“Peace be with you, chosen of Christ, I command you to cease from your troubles. It has not been given to you to accomplish what you have in mind, for your hands are stained with human blood. A Son is born of you to whom the Lord will entrust the arrangement of all these things according to the plan of divine Providence”.
(Extract from The Great Legend of King Stephen)
On 1 February 997, the last ruler who had come to the head of the Hungarian tribal confederation as a pagan, Grand Duke Géza (r. 972-997), died. In terms of merit, Géza ranks alongside his son, King Saint Stephen (r. 1000-1038), in the national pantheon, for his astute foreign policy and adoption of Christianity were unparalleled in laying the foundations of the Kingdom of Hungary.
Géza was born to one of the female relatives of Taksony (r. 955-972?) and Tonuzoba, a prince of the Pechenegs, probably around 950. His father was presumably already working to strengthen the bonds of the tribal alliance, for he married his son to Sarolt, daughter of the Gyula of Transylvania. (The “Gyula” was a title of power.) Géza gained supremacy around 972, at a crucial time, as the nomadic state was forced to abandon its campaigns against Byzantium after the defeat at Arcadiopolis in 970 when it ceased its western adventures.
More serious, however, was the fact that the country of the main ally of the Hungarians, the Bulgarian Tsar, came under the rule of the Byzantine emperor John the Tzimiskes (r. 969-976), who launched a counter-offensive, and the empire, which was enjoying its long renaissance, was now in the neighborhood of the tribal alliance.

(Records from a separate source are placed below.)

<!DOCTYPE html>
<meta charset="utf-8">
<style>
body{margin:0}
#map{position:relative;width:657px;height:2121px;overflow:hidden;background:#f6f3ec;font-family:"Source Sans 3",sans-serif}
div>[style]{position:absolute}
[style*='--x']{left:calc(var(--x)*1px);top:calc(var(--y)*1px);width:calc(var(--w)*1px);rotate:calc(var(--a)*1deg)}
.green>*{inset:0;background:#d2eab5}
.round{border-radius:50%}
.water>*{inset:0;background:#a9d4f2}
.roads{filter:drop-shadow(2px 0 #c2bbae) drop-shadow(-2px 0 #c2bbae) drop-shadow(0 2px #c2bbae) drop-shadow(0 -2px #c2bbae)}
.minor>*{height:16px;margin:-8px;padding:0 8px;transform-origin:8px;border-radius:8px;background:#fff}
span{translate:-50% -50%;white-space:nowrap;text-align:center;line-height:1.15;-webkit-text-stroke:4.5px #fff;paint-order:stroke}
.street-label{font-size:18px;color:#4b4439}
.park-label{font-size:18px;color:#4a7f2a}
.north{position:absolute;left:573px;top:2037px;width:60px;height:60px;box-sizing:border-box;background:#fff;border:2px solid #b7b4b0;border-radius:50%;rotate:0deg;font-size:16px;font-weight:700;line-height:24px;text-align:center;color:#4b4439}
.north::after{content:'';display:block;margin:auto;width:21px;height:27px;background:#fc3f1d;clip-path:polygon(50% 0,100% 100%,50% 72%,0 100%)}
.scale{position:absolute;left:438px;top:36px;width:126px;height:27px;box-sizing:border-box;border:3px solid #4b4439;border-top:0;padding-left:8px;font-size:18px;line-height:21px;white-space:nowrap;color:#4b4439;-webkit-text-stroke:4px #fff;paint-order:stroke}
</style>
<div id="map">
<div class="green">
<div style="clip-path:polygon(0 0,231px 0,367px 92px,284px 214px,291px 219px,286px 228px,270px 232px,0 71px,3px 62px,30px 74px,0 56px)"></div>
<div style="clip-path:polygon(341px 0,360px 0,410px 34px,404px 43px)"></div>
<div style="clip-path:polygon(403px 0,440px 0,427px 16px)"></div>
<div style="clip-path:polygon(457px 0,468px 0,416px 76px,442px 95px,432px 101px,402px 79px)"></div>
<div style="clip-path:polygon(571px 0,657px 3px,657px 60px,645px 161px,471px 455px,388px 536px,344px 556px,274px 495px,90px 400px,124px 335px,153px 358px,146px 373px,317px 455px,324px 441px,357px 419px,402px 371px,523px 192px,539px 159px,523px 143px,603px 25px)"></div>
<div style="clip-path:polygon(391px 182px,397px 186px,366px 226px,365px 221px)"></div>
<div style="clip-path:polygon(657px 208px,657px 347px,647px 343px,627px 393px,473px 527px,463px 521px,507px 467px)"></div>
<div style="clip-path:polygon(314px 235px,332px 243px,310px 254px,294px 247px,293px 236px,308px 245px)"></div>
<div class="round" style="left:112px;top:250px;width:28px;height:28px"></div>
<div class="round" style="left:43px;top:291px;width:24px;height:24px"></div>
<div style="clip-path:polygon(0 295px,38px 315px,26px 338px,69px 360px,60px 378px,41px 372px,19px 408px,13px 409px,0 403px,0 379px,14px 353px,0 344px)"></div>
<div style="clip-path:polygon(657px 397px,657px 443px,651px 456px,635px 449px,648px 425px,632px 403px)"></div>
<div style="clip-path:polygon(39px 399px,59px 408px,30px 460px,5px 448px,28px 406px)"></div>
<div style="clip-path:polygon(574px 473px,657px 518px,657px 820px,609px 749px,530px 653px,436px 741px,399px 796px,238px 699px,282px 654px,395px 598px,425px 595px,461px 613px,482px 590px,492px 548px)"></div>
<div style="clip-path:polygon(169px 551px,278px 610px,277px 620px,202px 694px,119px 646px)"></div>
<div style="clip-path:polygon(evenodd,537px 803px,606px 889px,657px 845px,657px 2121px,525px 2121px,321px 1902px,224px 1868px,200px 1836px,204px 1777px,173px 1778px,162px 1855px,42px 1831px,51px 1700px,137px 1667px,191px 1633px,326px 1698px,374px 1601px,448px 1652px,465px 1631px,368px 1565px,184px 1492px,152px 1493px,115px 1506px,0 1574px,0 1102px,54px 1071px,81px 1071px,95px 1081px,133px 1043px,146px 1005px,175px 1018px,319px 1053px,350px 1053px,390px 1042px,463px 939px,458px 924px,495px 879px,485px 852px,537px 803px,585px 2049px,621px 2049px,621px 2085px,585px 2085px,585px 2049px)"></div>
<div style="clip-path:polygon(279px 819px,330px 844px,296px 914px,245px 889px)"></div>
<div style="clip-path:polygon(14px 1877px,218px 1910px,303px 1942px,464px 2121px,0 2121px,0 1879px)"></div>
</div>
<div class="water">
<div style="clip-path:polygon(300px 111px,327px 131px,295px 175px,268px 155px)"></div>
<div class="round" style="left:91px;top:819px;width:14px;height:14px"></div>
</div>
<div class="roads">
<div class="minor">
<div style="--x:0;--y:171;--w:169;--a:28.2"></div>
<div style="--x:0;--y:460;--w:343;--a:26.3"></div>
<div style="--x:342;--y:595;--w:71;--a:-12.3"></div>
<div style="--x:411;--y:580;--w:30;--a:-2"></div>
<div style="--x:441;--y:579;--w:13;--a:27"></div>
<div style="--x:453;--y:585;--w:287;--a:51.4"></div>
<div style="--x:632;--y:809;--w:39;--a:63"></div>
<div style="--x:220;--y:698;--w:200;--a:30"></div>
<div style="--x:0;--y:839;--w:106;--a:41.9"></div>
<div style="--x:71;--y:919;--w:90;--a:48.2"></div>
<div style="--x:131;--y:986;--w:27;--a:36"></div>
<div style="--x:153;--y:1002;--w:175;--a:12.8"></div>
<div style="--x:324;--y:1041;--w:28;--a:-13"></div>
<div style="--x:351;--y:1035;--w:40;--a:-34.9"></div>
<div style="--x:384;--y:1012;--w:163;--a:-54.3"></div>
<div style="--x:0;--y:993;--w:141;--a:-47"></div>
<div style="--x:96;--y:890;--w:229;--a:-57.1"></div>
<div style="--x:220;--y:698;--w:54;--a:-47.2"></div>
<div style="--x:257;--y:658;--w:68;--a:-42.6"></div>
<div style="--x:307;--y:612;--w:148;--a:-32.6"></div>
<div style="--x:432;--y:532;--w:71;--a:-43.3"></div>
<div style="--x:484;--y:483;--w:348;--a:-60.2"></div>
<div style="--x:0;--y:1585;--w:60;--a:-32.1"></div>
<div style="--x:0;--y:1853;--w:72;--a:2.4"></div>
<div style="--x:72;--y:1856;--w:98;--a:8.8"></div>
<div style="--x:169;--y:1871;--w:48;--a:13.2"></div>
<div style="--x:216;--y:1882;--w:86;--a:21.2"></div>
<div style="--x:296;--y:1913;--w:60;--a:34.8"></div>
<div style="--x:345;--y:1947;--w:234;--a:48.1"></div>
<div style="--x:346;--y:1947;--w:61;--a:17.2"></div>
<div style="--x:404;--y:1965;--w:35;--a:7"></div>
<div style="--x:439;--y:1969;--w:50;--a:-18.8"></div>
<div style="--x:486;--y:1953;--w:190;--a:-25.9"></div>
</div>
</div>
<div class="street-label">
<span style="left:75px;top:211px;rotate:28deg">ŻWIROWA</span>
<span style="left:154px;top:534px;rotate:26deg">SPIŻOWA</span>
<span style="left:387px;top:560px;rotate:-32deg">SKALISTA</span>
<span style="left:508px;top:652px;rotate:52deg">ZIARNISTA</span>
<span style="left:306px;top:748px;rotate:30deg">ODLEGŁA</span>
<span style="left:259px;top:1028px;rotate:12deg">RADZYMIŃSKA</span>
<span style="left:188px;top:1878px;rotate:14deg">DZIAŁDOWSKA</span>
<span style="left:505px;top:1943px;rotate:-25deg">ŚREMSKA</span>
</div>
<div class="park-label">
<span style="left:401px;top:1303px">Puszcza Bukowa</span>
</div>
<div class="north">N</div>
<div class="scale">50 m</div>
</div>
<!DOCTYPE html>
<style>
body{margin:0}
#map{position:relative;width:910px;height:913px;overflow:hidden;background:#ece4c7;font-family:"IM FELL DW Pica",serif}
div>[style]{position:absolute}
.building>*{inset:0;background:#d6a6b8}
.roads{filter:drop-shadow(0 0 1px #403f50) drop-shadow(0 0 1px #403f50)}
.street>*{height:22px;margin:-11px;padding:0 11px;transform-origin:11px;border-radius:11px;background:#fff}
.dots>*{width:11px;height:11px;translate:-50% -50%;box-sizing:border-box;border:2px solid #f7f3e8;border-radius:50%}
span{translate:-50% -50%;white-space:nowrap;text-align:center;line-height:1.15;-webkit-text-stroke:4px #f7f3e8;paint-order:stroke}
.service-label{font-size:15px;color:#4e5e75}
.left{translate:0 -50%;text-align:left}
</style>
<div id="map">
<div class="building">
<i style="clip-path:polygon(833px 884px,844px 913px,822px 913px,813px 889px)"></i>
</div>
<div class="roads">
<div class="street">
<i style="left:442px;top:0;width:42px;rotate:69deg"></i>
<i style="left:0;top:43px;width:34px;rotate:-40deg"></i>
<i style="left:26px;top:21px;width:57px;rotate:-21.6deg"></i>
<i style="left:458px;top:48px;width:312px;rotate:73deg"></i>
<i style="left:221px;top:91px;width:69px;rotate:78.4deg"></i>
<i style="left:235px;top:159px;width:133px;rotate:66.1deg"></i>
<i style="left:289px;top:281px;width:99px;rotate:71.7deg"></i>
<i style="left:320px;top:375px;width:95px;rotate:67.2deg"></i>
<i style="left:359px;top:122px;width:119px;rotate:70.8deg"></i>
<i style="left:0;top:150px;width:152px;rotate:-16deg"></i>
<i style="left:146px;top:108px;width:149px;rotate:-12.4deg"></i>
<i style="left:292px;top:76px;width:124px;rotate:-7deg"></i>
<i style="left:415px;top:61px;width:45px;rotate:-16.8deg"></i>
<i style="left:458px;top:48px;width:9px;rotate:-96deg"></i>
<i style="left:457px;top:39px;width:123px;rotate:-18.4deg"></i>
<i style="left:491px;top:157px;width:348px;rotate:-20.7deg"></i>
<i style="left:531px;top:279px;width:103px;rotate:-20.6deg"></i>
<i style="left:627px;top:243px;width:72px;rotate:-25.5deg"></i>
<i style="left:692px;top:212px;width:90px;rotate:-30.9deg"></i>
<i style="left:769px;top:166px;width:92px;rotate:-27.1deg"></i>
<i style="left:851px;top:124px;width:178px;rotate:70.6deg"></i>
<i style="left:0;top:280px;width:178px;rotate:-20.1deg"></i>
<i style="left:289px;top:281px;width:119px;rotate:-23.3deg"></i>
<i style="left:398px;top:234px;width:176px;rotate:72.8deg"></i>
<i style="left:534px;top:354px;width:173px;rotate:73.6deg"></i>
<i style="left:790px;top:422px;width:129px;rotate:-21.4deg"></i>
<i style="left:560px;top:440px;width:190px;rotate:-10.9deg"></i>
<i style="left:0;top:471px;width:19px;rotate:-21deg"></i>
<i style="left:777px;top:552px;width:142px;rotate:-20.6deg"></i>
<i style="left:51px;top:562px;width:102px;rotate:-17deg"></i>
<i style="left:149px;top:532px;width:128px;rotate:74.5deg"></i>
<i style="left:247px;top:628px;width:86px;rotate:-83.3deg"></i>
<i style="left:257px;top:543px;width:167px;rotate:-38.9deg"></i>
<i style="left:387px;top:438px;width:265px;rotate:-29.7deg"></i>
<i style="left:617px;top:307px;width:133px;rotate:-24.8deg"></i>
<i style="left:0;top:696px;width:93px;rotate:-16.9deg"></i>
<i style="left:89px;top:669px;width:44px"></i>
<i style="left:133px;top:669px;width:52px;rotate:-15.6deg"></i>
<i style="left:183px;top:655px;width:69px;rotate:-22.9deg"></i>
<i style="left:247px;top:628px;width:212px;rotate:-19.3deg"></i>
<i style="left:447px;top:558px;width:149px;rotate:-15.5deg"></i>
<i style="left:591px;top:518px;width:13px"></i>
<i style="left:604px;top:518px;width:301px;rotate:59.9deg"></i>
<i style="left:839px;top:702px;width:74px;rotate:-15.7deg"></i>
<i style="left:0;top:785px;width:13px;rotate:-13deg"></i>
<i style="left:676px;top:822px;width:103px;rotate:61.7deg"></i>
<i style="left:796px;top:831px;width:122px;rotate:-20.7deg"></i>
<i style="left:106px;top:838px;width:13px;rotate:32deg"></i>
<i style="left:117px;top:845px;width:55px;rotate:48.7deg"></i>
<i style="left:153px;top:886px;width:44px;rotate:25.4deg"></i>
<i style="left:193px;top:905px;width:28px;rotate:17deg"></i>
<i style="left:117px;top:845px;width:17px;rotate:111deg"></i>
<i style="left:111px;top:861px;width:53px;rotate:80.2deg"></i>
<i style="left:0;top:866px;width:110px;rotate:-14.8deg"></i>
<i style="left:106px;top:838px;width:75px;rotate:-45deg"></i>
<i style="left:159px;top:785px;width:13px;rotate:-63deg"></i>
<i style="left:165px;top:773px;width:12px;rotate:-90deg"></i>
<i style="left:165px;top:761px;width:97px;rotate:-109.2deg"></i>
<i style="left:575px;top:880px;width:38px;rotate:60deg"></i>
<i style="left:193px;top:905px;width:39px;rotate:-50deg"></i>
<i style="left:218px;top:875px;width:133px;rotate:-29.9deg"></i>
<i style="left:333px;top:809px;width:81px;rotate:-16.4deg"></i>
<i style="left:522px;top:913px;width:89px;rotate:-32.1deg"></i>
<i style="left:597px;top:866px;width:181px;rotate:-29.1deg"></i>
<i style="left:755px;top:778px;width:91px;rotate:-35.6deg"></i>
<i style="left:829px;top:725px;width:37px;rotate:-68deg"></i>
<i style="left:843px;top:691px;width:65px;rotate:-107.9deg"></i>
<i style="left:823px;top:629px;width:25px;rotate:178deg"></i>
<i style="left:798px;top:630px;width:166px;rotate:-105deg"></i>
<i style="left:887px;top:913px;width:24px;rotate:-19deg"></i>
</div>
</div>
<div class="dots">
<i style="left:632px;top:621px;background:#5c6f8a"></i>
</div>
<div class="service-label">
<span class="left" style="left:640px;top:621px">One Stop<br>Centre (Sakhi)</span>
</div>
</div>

At the same time, Otto I (l. 936-973), who founded the Holy Roman Empire in 962, sought to establish good relations with the “other empire”, which was sealed in 972 by the marriage of the future Otto II (l. 973-983) and Princess Theophanu. Although historians debate the extent to which this alliance isolated Hungary and posed a real threat, it likely reinforced Géza’s desire to gain supremacy around 972, join the family of Christian rulers, and seek cooperation with Rome.
This realization provides a logical explanation for the fact that, at the famous Imperial Assembly at Quedlinburg on Easter 973, Géza, along with many of Europe’s Christian and pagan rulers, sent an envoy of 12 nobles to Emperor Otto. This delegation is thought to have prepared the way for the baptism of the Grand Duke and his family and to have created peace by drawing a line of borderland on the right bank of the River Enns.
Although the principality soon concluded a peace treaty with the Ottos, this treaty did not in itself create an untroubled relationship with the German territories, as the Bavarian Duke Henry the Conqueror (r. 973-976/985-995) launched several attacks on Hungarian territories over the next two decades, which later resulted in the ‘border’ being drawn at the River Lajta.
Nevertheless, Géza established a stable partnership with the Imperial power, and his diplomatic flair is shown by the fact that he created peace by asking the daughter of his most ardent enemy, Gizella of Bavaria, to marry his son. This marriage proved to be crucial for the future of the Hungarian state, as it enabled Hungary to join Christian Europe with the support of the Imperial power but without giving up its independence.
Given that no sources have survived about Hungary in Géza’s time, we can learn about the internal politics of the Grand Duke from foreign annals and reports, as well as from later references. It is still disputed when and from whom Géza, who like his son was baptized István, and his family received baptism; the Grand Prince was probably baptized by St Bruno of St Gallen, who was sent to Hungary in the 970s, but Vajk (later St István) probably joined the Church thanks to the conversion work of St Adalbert.
We do not know, but we can only guess, that Géza was probably already confronting the sovereign chieftains to unite the nomadic state – since several sources point out that he had “blood on his hands” – but it is certain that the relationship with the Ottos played a major role in the successful conversion of the Hungarians.
Besides St Bruno and Adalbert, several knights from Swabian lands – such as Vecellin and Pázmány, who supported István – and merchants arrived in Géza’s West Hungarian territory, and the engagement of Vajk (later István) and Gizella around 995 further strengthened the ties with the West. The organization of the bishopric of Veszprém had already begun in the last years of the Grand Duke’s reign when the Benedictine Abbey of Pannonhalma was founded and the Greek Orthodox monastery of the Veszprémvölgy was probably built with the active participation of Sarolt, Géza’s wife.
The most important moment of the reign of Grand Duke Géza, however, was the last decision of his life, which practically ensured the survival of his life’s work: he achieved this by nominating his son István as his successor, which was against the tradition of the seniority, since after 1 February 997, according to “ancient custom”, the eldest male member of the family would have been the holder of the supreme power.
Géza was aware, however, that the person in question, Koppány, would have destroyed the foundations of the Western-style Christian state, and so he placed his son István, who was brought up in the Christian spirit, at the head of the tribal confederation, who, in the following decades, unified the country under his direct rule and brought the Hungarians into the family of European nations.